Manila Review published Lino Brocka’s “Philippine Movies: Some Problems & Prospects” back in their October 1974 issue. The essay was quite famous for its challenge to film-makers (directors, producers, also cinematographers, editors, actors) to “get over his hang-up about making the Great Filipino Film” that the film-maker should think about “developing the Great Filipino Audience”. After more than four decades, a lot of Brocka’s observation has obviously been made obsolete by the movements of the market, the Cinema-Market, and fields related to it – from production to post-production technologies.
Brocka has defined the process of audience-development as a slow and patient process which has aimed not only towards a development of tastes, but of appreciation and reflection via praxiological exchanges from the viewership to the film-makers and vice versa. The challenge, however, was failed too early, worse, probably forgotten.
Fast forward to 2016, the “bakya” crowd is no more and watching films became a privilege. Films produced are no longer as conversant to its audience, but has become the manifestation of Brocka’s nightmare. Films produced mostly either are for and/or about the privileged, which in no sense respectful of its audience’s intellect.
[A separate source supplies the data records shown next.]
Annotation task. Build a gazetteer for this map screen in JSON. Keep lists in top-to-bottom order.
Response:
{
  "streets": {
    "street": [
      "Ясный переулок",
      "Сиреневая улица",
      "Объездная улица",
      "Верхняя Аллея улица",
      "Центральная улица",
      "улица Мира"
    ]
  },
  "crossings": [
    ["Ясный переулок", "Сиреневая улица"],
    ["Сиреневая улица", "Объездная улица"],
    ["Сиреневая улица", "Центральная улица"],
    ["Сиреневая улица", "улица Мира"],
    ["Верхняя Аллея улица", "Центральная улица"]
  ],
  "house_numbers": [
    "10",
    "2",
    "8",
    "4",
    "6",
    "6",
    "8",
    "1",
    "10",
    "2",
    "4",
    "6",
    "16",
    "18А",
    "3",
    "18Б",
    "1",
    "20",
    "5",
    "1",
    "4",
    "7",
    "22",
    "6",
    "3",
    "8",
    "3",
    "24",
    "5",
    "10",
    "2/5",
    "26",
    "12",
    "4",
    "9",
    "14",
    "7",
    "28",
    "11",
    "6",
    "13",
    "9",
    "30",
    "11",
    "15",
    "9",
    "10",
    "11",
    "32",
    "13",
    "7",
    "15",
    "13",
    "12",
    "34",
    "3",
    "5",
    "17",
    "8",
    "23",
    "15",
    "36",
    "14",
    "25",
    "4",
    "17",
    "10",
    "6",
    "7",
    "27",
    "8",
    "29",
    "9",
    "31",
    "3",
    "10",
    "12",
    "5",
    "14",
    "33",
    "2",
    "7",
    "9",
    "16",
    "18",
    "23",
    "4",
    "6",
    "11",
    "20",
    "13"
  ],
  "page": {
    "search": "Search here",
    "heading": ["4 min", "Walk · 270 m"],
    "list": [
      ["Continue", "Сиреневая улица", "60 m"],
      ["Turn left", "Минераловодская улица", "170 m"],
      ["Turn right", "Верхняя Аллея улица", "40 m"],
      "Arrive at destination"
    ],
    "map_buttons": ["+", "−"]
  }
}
The latest waves of film-makers, industry elites and producers came mostly from the privileged classes with their artsy cafe meetings and high-rise condominiums.
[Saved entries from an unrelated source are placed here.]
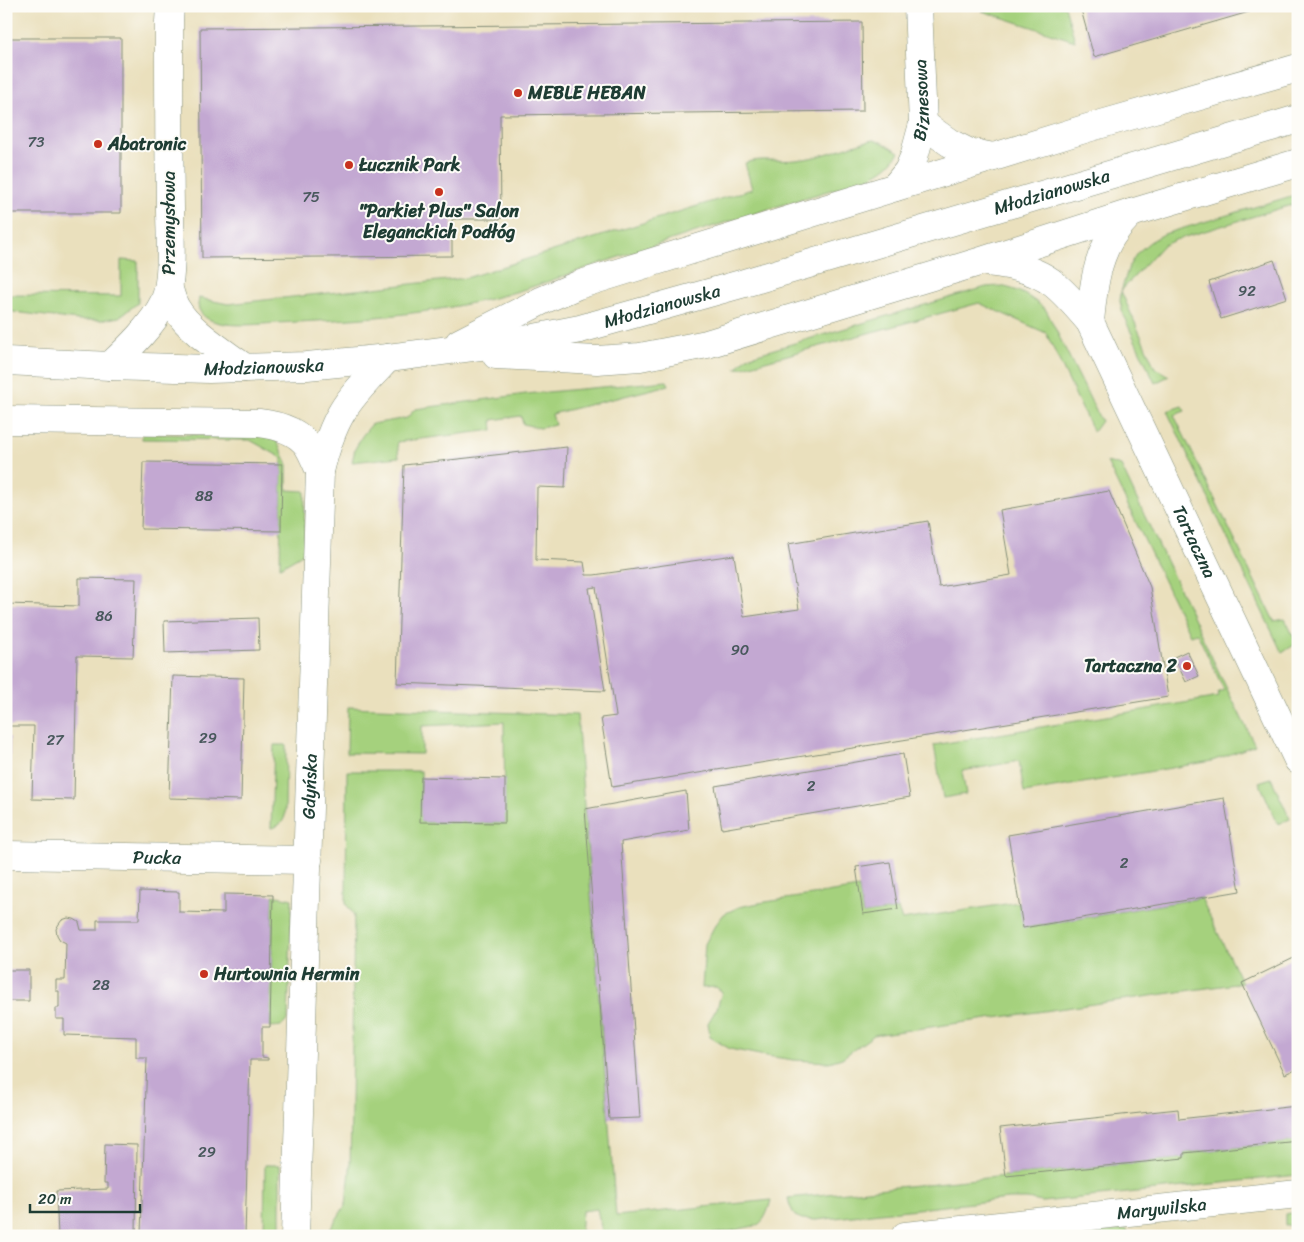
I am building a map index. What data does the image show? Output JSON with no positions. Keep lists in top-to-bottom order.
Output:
{
  "streets": {
    "street": [
      "Biznesowa",
      "Młodzianowska",
      "Przemysłowa",
      "Tartaczna",
      "Gdyńska",
      "Pucka",
      "Marywilska"
    ]
  },
  "crossings": [
    ["Młodzianowska", "Przemysłowa"],
    ["Młodzianowska", "Gdyńska"],
    ["Gdyńska", "Pucka"]
  ],
  "places": [
    "MEBLE HEBAN",
    "Abatronic",
    "Łucznik Park",
    "\"Parkiet Plus\" Salon Eleganckich Podłóg",
    "Tartaczna 2",
    "Hurtownia Hermin"
  ],
  "house_numbers": [
    "73",
    "75",
    "92",
    "88",
    "86",
    "90",
    "29",
    "27",
    "2",
    "2",
    "28",
    "29"
  ],
  "scale_bar": "20 m"
}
The task of developing the Great Filipino Audience probably seemed to big for these upper-class sloths that they have decided to eliminate the “bakya” crowd and replace them with the paying audience, and they have the current move of the market to justify this.
Interestingly, one of the warnings of Brocka in the same essay became the normal situation these days:
“There are two tendencies, both wrong, that an aspiring director should beware: one is undue haste to “revolutionize” the industry; the other is following the line of least resistance, or of no resistance at all — of allowing oneself to be sucked in by the system as if by quicksand. Sometimes one extreme leads to the other.”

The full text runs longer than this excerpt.